Chinese artistic gymnast

Huang Mandan (黄曼丹 (黃曼丹, Huáng Màndān), born 15 March 1984) is a former Chinese gymnast.

== Gymnastics career ==
===1999===
Huang participated in the 1999 World Championships in Tianjin, China, where she won bronze with her team. She qualified to the individual all-around, where she placed 6th. Her low start values on vault greatly contributed to her placing out of the medals.
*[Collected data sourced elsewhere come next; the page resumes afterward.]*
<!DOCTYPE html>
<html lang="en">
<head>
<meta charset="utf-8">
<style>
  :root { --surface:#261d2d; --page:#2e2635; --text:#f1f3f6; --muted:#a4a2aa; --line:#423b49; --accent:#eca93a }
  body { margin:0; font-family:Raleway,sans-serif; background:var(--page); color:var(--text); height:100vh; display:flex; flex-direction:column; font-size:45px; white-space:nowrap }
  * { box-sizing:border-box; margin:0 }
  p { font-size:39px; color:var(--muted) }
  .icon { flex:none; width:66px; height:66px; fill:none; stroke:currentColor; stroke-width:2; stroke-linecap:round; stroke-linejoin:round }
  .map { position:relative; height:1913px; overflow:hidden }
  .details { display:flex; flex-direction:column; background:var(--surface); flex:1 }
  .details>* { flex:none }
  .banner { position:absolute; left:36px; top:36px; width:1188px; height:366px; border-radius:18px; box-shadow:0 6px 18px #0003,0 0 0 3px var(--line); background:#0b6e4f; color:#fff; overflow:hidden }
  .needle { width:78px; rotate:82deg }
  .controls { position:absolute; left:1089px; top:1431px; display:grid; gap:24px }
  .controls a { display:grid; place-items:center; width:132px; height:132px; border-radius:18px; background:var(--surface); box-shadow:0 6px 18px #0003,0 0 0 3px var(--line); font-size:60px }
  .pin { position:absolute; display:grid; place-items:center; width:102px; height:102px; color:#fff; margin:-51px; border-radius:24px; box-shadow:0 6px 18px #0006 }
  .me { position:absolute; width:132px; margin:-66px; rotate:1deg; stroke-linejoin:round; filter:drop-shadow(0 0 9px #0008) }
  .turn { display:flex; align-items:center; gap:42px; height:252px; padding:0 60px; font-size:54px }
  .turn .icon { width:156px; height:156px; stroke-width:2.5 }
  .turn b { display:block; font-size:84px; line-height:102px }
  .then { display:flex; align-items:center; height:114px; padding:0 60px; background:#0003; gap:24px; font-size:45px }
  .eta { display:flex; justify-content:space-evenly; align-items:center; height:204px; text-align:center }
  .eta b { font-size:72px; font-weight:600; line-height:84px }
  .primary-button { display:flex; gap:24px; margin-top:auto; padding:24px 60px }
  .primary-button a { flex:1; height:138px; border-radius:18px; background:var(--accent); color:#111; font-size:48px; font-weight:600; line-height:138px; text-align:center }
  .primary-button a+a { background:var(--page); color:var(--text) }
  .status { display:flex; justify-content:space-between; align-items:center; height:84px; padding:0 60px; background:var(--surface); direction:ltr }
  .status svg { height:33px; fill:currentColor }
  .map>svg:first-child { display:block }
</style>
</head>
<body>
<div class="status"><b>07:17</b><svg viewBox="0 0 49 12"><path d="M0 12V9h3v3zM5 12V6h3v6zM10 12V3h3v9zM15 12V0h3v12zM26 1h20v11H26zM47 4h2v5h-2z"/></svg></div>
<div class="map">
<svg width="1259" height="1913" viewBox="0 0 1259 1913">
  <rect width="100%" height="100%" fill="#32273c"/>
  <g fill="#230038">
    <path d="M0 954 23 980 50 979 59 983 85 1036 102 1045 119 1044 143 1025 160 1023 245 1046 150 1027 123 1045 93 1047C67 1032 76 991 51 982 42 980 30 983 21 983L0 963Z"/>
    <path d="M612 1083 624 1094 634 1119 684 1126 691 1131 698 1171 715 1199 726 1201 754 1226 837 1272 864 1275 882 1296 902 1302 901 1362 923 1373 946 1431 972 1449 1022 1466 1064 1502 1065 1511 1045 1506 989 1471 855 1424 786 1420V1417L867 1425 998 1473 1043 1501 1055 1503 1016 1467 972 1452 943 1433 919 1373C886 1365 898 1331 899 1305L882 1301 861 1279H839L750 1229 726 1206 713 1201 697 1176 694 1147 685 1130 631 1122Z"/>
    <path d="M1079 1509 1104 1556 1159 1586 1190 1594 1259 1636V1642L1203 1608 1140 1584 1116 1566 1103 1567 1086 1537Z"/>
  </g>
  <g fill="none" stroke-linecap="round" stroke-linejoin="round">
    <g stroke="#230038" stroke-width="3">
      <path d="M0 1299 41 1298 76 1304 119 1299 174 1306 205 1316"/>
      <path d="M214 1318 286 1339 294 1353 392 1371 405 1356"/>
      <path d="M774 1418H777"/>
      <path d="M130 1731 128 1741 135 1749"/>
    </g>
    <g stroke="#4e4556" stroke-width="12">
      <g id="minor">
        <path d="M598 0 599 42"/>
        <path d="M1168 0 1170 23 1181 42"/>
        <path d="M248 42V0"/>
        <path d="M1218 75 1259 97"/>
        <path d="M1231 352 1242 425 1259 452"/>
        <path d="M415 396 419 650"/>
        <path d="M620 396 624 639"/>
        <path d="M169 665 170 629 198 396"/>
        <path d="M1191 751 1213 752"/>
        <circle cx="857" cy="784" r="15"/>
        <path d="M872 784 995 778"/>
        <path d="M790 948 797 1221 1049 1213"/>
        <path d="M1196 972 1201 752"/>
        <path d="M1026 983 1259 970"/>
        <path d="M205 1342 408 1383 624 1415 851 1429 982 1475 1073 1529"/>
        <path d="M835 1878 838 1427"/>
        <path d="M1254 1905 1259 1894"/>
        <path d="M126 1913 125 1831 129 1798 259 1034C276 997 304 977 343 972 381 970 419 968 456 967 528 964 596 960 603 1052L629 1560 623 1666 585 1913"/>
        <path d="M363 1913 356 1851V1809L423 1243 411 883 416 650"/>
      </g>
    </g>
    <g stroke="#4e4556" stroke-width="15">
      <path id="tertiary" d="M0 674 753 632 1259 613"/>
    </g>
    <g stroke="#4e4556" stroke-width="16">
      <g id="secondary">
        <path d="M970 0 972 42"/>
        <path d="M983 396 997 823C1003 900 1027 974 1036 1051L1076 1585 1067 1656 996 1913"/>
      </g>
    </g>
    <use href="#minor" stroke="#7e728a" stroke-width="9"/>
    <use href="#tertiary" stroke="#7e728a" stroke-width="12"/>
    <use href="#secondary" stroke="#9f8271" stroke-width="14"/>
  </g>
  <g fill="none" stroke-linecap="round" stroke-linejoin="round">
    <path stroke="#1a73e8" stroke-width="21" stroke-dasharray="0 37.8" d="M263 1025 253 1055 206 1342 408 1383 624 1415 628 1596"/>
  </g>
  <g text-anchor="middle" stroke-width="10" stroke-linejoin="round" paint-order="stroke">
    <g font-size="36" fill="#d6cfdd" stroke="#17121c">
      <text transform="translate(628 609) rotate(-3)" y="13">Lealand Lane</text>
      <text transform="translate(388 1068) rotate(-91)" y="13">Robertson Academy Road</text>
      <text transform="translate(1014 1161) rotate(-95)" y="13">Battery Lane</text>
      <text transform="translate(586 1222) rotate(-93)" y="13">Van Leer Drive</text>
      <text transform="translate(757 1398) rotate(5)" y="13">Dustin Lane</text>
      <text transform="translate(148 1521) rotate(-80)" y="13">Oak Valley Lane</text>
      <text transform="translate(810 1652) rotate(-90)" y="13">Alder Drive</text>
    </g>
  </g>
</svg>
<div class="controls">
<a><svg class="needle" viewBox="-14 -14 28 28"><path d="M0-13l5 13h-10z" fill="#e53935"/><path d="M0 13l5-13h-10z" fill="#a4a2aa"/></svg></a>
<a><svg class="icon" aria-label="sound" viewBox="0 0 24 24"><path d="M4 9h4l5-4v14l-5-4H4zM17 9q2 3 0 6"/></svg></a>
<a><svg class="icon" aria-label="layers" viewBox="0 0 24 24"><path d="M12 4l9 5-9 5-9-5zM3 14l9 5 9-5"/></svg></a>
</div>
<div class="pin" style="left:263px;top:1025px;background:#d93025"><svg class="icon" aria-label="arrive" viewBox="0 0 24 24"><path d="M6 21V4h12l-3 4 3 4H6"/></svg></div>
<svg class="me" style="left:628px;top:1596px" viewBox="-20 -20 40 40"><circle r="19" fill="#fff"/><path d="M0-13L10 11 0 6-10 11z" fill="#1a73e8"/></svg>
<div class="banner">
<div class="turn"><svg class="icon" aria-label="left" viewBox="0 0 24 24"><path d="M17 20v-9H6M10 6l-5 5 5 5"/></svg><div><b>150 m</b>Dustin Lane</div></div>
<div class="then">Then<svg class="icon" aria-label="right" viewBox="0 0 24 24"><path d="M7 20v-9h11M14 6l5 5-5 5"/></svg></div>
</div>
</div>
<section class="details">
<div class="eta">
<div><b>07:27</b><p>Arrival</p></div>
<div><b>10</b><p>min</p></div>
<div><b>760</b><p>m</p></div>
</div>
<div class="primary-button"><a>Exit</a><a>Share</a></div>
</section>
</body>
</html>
She ended her world championships with a silver medal on uneven bars, behind Svetlana Khorkina and in front of teammate Ling Jie.

===2000 Olympic Games===
In the 2000 Olympics, she placed in qualification of uneven bars, but did not advance to the final because of the two per country rule. Her teammates Ling Jie and Yang Yun qualified into the bar finals in 2nd and 4th, where they finished 2nd and 3rd respectively. She was also a member of the bronze medal winning team, but the medal was stripped by the IOC in 2010 after one of the Chinese team members, Dong Fangxiao, was found to be underage during the competition. In March 2012, the 1999 World Championship Team Bronze was forfeited by China and given to Ukraine in light of the same information.